(Saved data entries)

_ _ _

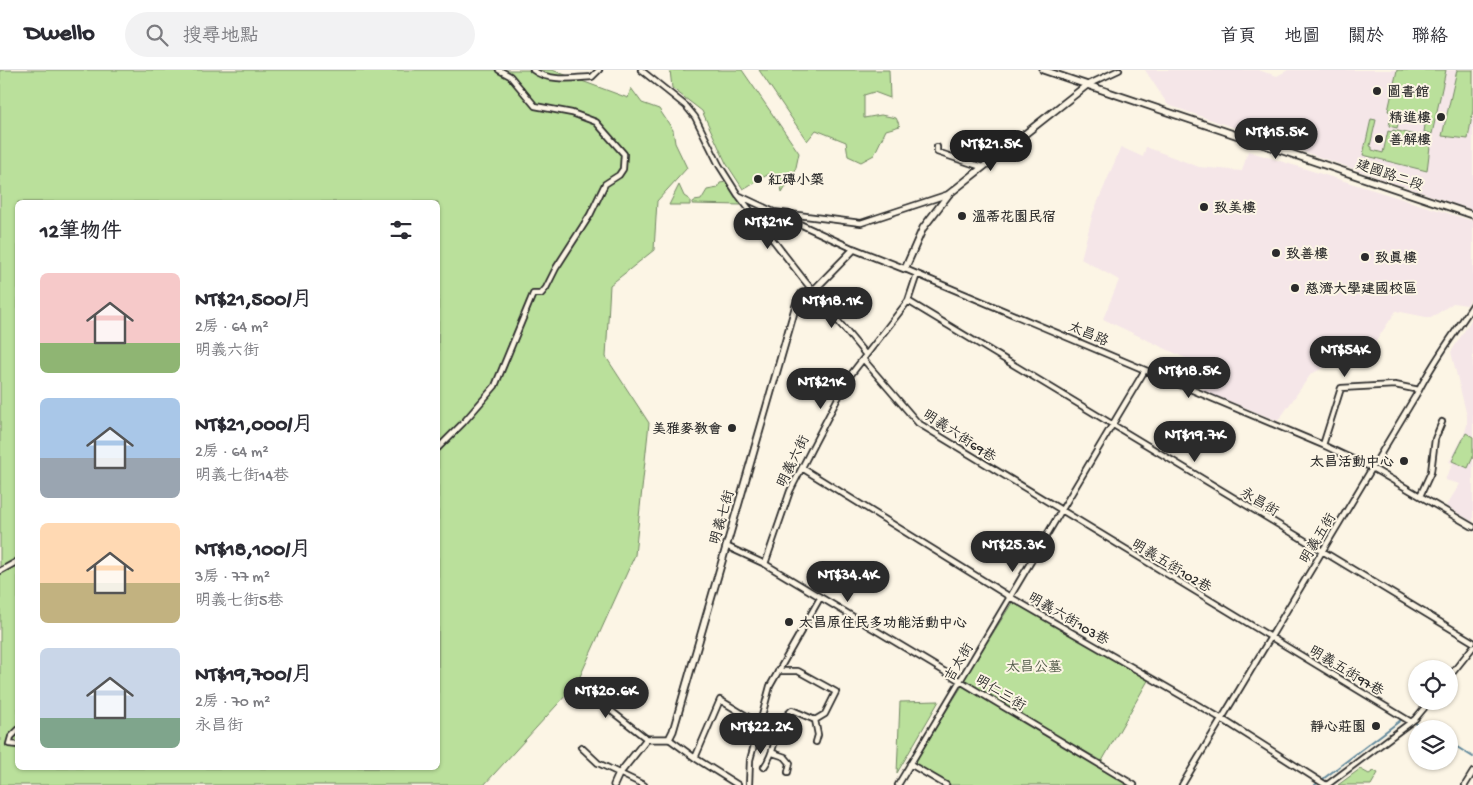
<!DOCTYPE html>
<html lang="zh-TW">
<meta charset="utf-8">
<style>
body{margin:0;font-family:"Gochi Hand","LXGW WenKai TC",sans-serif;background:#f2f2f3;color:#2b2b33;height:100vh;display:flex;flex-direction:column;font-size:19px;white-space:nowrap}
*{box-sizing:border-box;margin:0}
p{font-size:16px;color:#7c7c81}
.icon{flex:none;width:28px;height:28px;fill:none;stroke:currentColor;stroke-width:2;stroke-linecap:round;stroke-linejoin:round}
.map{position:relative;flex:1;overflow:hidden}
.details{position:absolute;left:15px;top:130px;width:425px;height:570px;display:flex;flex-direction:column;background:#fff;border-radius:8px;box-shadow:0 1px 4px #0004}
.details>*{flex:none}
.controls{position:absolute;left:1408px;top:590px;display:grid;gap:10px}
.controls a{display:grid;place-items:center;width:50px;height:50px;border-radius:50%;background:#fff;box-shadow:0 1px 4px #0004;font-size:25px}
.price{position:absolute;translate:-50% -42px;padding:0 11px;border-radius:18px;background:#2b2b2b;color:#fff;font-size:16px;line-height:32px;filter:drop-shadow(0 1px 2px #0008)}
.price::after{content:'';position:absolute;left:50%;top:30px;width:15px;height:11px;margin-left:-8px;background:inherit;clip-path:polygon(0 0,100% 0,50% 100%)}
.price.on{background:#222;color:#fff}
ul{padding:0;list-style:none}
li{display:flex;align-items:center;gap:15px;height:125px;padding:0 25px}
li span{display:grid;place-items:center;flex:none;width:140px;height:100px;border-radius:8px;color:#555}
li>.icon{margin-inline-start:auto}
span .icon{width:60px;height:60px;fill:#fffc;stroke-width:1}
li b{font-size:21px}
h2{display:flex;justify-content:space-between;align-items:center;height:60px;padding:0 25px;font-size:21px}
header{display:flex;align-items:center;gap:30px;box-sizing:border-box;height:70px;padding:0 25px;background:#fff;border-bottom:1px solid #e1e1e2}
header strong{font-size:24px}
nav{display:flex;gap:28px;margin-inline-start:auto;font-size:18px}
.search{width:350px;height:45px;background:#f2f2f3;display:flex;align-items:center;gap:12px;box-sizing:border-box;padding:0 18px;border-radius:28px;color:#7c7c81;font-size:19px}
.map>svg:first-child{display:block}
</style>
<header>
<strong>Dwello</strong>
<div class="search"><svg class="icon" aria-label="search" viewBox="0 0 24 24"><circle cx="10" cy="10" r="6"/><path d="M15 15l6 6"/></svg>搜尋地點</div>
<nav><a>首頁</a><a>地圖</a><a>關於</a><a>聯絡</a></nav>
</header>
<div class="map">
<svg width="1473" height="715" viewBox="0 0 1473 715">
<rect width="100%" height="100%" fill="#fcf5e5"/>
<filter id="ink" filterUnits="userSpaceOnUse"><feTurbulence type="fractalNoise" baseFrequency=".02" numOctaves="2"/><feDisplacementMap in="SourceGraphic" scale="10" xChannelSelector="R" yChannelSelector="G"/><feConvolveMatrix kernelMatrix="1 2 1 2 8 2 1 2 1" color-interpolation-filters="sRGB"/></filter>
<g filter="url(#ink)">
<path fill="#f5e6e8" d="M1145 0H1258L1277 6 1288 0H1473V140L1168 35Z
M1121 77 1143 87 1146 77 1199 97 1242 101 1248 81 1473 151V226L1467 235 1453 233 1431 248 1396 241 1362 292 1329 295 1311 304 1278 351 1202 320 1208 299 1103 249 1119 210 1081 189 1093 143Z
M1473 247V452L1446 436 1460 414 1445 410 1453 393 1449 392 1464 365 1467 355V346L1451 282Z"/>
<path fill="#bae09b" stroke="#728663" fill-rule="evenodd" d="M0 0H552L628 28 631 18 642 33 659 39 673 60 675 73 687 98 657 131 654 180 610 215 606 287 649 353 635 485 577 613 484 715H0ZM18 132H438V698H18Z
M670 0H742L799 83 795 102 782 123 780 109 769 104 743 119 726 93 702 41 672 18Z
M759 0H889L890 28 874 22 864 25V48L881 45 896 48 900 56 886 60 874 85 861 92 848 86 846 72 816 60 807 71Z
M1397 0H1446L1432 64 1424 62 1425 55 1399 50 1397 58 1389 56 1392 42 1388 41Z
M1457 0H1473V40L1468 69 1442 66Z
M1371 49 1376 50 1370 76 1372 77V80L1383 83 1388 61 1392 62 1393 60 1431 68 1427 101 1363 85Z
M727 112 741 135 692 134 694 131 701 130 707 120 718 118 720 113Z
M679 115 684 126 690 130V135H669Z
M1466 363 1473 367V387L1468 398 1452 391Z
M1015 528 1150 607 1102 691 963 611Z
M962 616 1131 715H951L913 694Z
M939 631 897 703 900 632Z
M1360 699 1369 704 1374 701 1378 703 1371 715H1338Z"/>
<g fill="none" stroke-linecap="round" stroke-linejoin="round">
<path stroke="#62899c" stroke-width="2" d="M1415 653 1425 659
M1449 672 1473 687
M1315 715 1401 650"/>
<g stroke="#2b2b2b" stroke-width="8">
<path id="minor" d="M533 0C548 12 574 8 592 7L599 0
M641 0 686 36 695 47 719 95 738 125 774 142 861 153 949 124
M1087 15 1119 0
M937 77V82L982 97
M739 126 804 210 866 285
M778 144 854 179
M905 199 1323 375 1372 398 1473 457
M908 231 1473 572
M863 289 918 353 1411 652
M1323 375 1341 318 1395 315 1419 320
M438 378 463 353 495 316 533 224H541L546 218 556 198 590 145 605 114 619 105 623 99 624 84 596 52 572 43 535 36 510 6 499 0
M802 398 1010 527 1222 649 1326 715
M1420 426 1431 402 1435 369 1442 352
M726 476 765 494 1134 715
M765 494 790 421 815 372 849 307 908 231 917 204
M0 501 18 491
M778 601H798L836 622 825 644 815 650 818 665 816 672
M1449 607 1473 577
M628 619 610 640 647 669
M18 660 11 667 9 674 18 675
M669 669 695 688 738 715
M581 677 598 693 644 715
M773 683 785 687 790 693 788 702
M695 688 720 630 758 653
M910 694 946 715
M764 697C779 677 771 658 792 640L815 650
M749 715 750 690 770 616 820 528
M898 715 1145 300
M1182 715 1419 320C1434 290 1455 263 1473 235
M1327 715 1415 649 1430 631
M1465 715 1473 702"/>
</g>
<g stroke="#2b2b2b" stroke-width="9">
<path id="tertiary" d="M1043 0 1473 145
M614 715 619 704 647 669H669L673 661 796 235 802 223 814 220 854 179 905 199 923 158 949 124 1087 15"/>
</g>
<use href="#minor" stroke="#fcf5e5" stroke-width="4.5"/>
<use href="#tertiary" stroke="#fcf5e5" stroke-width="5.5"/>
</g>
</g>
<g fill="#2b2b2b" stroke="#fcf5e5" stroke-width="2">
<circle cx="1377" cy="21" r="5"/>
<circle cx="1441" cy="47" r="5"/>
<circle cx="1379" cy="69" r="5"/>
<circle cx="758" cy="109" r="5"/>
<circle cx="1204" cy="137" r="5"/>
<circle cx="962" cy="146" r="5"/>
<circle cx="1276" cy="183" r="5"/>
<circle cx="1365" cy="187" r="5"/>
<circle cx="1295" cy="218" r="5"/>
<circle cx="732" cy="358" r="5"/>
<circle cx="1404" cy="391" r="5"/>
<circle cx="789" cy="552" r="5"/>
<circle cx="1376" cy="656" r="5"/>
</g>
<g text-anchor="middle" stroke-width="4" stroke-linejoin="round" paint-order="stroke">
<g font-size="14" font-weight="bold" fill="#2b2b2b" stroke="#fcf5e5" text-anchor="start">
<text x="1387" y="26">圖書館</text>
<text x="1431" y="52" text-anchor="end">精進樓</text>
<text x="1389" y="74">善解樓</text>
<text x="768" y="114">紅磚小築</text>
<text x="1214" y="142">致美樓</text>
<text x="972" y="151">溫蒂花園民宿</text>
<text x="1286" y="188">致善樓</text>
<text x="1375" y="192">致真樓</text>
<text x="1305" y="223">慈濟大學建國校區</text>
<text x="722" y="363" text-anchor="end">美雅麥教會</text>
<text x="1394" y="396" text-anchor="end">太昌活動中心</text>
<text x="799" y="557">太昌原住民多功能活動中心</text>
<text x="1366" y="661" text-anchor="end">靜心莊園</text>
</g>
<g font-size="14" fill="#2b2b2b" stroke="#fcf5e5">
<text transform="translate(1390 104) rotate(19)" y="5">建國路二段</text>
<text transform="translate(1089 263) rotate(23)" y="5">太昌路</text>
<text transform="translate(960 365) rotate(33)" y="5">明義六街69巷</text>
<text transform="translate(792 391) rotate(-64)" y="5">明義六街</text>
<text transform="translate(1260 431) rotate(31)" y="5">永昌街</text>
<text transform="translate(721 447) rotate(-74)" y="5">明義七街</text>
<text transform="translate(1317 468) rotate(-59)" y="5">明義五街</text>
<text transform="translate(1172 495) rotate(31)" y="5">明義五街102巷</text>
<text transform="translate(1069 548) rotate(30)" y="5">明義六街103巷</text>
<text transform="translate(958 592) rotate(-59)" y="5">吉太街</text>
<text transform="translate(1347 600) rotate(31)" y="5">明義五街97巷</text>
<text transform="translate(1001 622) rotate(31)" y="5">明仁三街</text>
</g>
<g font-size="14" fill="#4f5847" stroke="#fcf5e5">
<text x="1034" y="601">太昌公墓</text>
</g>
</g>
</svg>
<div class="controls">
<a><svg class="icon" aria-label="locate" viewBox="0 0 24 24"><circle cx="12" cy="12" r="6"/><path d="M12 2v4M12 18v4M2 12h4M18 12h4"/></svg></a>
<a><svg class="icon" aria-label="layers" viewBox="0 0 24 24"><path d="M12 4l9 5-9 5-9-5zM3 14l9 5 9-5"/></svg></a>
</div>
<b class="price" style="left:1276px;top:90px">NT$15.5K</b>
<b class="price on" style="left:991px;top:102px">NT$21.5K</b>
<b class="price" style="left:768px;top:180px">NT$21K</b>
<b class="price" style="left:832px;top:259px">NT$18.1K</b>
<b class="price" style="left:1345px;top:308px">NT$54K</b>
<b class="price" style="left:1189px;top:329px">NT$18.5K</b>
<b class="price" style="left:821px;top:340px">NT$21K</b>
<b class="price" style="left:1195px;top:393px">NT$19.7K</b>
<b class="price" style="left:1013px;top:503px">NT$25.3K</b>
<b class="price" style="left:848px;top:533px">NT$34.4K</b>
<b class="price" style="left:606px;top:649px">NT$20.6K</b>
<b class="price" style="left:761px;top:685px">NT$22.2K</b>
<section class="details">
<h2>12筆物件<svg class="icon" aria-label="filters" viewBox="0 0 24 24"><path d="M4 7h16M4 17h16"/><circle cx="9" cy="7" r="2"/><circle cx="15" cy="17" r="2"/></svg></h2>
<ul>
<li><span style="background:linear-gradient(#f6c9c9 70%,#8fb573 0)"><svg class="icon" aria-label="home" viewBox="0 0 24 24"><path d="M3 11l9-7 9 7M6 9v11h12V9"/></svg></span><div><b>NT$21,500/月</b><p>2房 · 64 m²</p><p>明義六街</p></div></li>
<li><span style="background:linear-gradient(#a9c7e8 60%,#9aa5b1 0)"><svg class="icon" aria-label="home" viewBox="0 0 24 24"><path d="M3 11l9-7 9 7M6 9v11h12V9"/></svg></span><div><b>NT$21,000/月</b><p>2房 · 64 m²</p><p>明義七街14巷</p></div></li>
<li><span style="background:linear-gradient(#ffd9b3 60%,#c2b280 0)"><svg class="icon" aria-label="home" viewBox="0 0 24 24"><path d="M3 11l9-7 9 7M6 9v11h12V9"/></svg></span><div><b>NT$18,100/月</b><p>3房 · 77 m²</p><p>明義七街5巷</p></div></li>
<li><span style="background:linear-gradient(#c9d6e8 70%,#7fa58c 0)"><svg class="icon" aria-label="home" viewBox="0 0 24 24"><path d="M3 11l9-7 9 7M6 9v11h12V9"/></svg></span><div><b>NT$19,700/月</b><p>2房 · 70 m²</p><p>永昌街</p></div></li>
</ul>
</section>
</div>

_ _ _

**What to produce**
Could you return exactly the lines above from the line with "M1466 363 1473 367V387L1468 398 1452 391Z" to the line with "M802 398 1010 527 1222 649 1326 715", both included, and nothing else?

**Task solution**
M1466 363 1473 367V387L1468 398 1452 391Z
M1015 528 1150 607 1102 691 963 611Z
M962 616 1131 715H951L913 694Z
M939 631 897 703 900 632Z
M1360 699 1369 704 1374 701 1378 703 1371 715H1338Z"/>
<g fill="none" stroke-linecap="round" stroke-linejoin="round">
<path stroke="#62899c" stroke-width="2" d="M1415 653 1425 659
M1449 672 1473 687
M1315 715 1401 650"/>
<g stroke="#2b2b2b" stroke-width="8">
<path id="minor" d="M533 0C548 12 574 8 592 7L599 0
M641 0 686 36 695 47 719 95 738 125 774 142 861 153 949 124
M1087 15 1119 0
M937 77V82L982 97
M739 126 804 210 866 285
M778 144 854 179
M905 199 1323 375 1372 398 1473 457
M908 231 1473 572
M863 289 918 353 1411 652
M1323 375 1341 318 1395 315 1419 320
M438 378 463 353 495 316 533 224H541L546 218 556 198 590 145 605 114 619 105 623 99 624 84 596 52 572 43 535 36 510 6 499 0
M802 398 1010 527 1222 649 1326 715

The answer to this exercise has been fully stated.